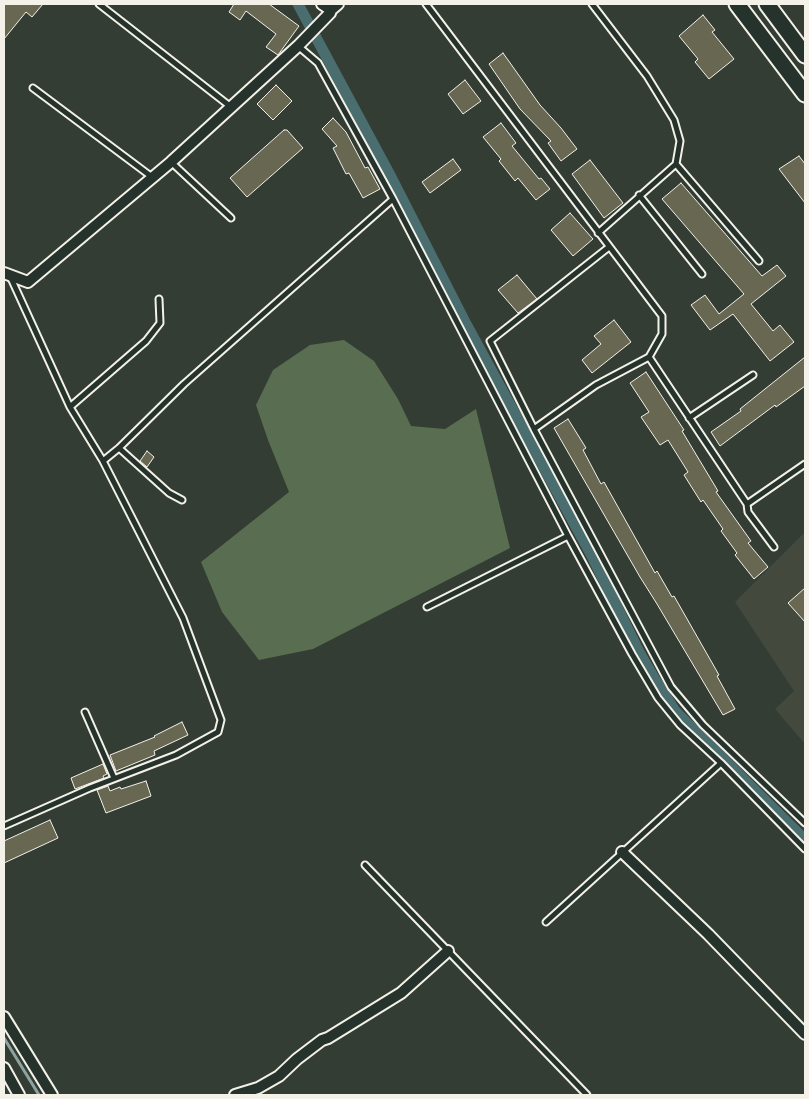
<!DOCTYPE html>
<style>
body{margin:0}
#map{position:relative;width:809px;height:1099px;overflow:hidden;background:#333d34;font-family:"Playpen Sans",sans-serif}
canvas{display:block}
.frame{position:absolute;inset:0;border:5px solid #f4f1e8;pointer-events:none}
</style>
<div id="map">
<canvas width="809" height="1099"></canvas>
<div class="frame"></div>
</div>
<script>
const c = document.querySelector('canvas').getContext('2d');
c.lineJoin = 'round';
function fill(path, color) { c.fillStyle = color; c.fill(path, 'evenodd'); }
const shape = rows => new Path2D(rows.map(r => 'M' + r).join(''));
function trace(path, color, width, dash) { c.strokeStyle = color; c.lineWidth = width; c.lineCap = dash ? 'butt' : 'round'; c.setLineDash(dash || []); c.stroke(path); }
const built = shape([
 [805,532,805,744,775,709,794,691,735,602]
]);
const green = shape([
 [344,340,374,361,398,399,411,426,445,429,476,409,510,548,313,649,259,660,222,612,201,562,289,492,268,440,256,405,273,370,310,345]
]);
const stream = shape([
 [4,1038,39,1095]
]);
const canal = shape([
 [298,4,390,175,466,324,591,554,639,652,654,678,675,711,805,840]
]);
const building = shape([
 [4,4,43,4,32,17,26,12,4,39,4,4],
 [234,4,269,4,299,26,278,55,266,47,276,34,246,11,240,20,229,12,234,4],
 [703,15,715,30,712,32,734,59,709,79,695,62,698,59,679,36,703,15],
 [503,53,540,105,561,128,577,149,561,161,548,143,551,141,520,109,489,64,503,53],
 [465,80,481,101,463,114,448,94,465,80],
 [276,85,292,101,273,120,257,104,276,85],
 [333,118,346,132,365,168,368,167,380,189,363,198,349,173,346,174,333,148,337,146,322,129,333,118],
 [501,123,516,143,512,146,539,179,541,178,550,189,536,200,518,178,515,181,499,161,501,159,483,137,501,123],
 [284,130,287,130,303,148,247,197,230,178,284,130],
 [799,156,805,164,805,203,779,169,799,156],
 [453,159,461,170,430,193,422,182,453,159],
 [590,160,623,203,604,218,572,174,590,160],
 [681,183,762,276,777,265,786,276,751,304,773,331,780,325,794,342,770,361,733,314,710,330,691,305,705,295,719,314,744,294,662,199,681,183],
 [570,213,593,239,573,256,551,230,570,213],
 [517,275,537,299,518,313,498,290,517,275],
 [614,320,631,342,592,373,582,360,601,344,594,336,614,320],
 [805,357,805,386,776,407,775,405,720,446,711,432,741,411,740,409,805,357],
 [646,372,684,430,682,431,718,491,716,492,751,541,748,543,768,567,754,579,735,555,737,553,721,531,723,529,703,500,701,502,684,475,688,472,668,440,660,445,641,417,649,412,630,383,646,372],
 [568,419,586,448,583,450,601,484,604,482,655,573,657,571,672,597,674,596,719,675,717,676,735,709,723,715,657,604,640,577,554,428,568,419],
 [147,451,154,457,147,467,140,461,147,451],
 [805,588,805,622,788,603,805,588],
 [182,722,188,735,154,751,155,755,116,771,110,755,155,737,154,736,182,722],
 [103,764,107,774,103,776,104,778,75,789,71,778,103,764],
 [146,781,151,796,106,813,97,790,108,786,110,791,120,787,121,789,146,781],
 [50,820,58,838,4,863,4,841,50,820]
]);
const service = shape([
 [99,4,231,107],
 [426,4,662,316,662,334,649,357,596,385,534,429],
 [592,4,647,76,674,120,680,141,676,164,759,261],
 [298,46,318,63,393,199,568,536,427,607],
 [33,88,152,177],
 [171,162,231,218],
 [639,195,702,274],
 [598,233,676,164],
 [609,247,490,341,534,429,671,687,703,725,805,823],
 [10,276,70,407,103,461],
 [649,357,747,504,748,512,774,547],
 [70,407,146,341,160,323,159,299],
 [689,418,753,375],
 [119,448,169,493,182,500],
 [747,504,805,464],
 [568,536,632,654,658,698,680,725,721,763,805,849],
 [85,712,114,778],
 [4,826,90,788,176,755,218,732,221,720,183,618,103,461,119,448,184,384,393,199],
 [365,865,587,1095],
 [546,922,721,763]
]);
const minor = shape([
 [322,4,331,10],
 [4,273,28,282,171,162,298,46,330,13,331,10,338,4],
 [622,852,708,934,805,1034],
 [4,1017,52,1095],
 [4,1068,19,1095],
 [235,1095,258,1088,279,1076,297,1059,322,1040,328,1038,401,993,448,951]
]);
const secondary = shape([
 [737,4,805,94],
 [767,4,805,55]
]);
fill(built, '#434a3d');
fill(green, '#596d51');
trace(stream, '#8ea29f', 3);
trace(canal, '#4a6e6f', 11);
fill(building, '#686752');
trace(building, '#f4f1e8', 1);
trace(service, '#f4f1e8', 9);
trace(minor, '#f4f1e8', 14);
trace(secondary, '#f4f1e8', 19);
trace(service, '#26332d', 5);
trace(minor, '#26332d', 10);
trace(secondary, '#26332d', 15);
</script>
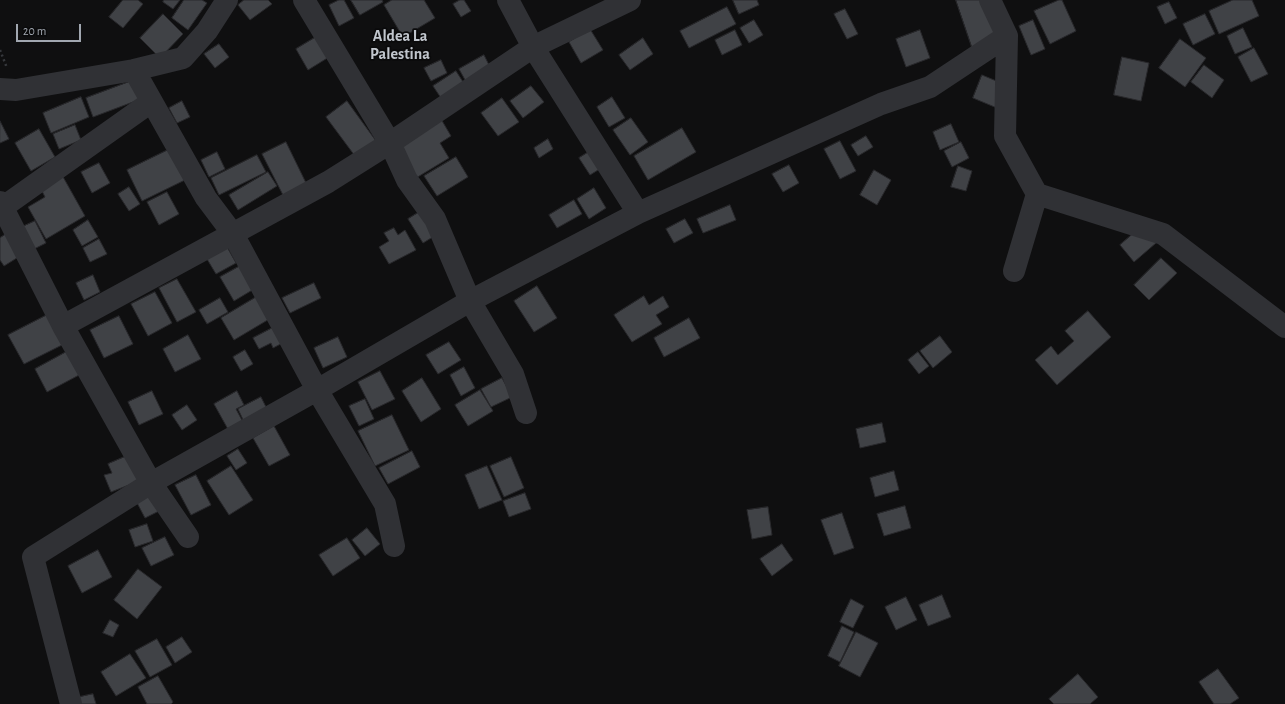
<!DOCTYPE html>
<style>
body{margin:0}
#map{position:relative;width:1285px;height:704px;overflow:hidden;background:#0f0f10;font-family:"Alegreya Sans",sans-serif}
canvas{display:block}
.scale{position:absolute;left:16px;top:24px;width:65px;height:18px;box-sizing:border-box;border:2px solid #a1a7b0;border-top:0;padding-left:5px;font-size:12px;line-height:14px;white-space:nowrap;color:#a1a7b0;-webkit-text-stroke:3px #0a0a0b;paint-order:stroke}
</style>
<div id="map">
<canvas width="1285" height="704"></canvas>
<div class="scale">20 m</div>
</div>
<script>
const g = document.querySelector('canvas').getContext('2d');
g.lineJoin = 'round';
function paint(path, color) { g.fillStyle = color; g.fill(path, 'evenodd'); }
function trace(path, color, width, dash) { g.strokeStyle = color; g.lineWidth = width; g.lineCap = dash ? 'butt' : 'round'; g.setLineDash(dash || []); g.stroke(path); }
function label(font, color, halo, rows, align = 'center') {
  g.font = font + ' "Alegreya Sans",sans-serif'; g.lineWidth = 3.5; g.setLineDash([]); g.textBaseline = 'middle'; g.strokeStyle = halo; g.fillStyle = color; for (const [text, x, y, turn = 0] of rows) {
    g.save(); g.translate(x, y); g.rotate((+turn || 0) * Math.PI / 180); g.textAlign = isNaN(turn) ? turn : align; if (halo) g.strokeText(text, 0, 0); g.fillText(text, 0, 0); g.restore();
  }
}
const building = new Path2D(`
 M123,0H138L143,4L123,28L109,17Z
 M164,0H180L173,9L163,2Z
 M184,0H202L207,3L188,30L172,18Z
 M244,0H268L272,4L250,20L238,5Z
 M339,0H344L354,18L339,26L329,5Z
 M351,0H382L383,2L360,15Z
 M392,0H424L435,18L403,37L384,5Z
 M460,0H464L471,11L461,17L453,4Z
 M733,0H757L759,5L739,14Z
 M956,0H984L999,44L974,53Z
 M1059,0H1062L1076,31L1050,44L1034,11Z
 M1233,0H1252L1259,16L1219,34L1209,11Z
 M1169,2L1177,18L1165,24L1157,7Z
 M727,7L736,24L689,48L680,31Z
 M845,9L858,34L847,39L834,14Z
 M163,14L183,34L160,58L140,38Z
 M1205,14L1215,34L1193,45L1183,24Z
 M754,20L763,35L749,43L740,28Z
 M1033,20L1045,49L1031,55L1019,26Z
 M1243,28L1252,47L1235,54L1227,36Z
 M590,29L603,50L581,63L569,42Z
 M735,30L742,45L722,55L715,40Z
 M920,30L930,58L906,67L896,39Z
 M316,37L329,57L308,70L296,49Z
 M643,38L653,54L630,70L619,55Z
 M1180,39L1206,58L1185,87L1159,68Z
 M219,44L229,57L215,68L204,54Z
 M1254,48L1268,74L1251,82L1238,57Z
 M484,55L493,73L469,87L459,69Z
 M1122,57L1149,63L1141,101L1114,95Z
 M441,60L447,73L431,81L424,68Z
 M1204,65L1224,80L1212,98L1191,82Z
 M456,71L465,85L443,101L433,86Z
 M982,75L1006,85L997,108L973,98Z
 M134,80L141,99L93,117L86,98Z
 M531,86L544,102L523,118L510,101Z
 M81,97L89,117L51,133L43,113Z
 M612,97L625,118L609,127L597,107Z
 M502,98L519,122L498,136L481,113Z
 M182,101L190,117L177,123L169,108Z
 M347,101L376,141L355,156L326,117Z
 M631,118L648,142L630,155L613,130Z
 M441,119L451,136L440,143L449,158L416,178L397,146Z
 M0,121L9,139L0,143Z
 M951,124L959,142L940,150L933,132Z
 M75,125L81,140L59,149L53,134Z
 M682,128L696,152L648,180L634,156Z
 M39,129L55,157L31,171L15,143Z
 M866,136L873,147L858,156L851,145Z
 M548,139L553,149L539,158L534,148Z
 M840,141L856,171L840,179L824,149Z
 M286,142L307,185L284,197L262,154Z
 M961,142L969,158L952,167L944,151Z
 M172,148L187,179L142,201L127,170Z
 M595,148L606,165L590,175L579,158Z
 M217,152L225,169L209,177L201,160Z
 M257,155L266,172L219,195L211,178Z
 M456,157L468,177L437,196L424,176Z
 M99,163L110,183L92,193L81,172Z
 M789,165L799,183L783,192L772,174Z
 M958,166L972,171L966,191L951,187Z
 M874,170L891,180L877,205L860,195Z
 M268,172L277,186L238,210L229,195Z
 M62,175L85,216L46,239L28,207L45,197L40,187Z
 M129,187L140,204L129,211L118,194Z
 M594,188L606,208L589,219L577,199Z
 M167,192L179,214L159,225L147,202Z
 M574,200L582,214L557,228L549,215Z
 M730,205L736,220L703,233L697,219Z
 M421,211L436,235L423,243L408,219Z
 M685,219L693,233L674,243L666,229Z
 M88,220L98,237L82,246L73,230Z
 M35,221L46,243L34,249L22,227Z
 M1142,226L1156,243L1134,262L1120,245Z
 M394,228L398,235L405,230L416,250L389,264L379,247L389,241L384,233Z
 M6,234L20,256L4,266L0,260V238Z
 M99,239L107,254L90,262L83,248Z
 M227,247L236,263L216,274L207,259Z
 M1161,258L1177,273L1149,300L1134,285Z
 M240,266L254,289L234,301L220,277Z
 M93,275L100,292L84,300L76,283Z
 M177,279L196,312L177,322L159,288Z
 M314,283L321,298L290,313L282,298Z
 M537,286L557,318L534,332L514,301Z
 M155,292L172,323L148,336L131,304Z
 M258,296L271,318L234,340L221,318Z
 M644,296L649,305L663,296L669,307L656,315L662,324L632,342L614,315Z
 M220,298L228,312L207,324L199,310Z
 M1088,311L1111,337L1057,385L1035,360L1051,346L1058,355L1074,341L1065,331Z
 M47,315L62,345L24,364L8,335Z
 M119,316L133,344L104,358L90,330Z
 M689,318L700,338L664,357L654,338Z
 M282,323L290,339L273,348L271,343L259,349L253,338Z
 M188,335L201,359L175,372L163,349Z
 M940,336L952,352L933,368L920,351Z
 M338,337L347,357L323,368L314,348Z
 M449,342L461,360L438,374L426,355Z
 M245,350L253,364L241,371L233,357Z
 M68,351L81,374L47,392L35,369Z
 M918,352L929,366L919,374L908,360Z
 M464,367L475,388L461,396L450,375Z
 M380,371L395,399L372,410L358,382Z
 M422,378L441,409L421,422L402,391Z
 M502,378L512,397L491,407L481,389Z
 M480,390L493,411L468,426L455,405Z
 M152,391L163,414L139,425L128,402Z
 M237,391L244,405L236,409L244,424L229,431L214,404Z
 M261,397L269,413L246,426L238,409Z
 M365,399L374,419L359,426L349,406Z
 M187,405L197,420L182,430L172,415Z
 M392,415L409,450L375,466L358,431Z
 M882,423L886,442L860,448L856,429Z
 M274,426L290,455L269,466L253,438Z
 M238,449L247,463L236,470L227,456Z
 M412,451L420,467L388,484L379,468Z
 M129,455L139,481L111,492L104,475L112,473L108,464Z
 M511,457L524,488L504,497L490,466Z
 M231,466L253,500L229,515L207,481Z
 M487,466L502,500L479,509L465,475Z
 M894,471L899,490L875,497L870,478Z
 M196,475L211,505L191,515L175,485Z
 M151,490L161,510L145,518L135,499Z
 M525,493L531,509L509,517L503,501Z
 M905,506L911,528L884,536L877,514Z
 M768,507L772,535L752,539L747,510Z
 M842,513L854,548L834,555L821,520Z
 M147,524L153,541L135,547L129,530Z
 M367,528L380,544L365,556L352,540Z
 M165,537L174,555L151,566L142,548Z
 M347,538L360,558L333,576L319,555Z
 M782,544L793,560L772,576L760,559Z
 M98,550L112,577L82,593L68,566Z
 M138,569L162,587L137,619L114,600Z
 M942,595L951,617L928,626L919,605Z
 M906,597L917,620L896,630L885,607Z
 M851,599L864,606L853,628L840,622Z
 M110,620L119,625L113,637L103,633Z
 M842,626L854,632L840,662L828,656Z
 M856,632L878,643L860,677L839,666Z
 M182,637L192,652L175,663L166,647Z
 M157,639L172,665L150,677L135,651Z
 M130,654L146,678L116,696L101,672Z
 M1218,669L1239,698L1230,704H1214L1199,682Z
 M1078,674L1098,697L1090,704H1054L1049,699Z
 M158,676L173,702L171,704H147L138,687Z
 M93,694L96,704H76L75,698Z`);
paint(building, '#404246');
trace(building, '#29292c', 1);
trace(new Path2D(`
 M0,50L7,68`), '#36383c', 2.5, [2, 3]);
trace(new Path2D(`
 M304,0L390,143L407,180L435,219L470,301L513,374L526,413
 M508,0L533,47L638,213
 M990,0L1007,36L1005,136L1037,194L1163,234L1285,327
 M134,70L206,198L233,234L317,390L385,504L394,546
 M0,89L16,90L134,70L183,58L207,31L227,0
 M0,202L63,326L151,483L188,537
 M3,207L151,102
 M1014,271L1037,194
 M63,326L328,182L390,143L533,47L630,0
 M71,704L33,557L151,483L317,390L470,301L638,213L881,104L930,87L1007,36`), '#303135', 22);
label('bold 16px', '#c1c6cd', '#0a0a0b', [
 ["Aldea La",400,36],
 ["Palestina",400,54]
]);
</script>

Problem to solve -> In the entries above, the lines between the one holding "g.strokeStyle = color;" and the one holding "M956,0H984L999,44L974,53Z", inclusive, are to be printed exactly as written, and those alone.

Solution below ->
function trace(path, color, width, dash) { g.strokeStyle = color; g.lineWidth = width; g.lineCap = dash ? 'butt' : 'round'; g.setLineDash(dash || []); g.stroke(path); }
function label(font, color, halo, rows, align = 'center') {
  g.font = font + ' "Alegreya Sans",sans-serif'; g.lineWidth = 3.5; g.setLineDash([]); g.textBaseline = 'middle'; g.strokeStyle = halo; g.fillStyle = color; for (const [text, x, y, turn = 0] of rows) {
    g.save(); g.translate(x, y); g.rotate((+turn || 0) * Math.PI / 180); g.textAlign = isNaN(turn) ? turn : align; if (halo) g.strokeText(text, 0, 0); g.fillText(text, 0, 0); g.restore();
  }
}
const building = new Path2D(`
 M123,0H138L143,4L123,28L109,17Z
 M164,0H180L173,9L163,2Z
 M184,0H202L207,3L188,30L172,18Z
 M244,0H268L272,4L250,20L238,5Z
 M339,0H344L354,18L339,26L329,5Z
 M351,0H382L383,2L360,15Z
 M392,0H424L435,18L403,37L384,5Z
 M460,0H464L471,11L461,17L453,4Z
 M733,0H757L759,5L739,14Z
 M956,0H984L999,44L974,53Z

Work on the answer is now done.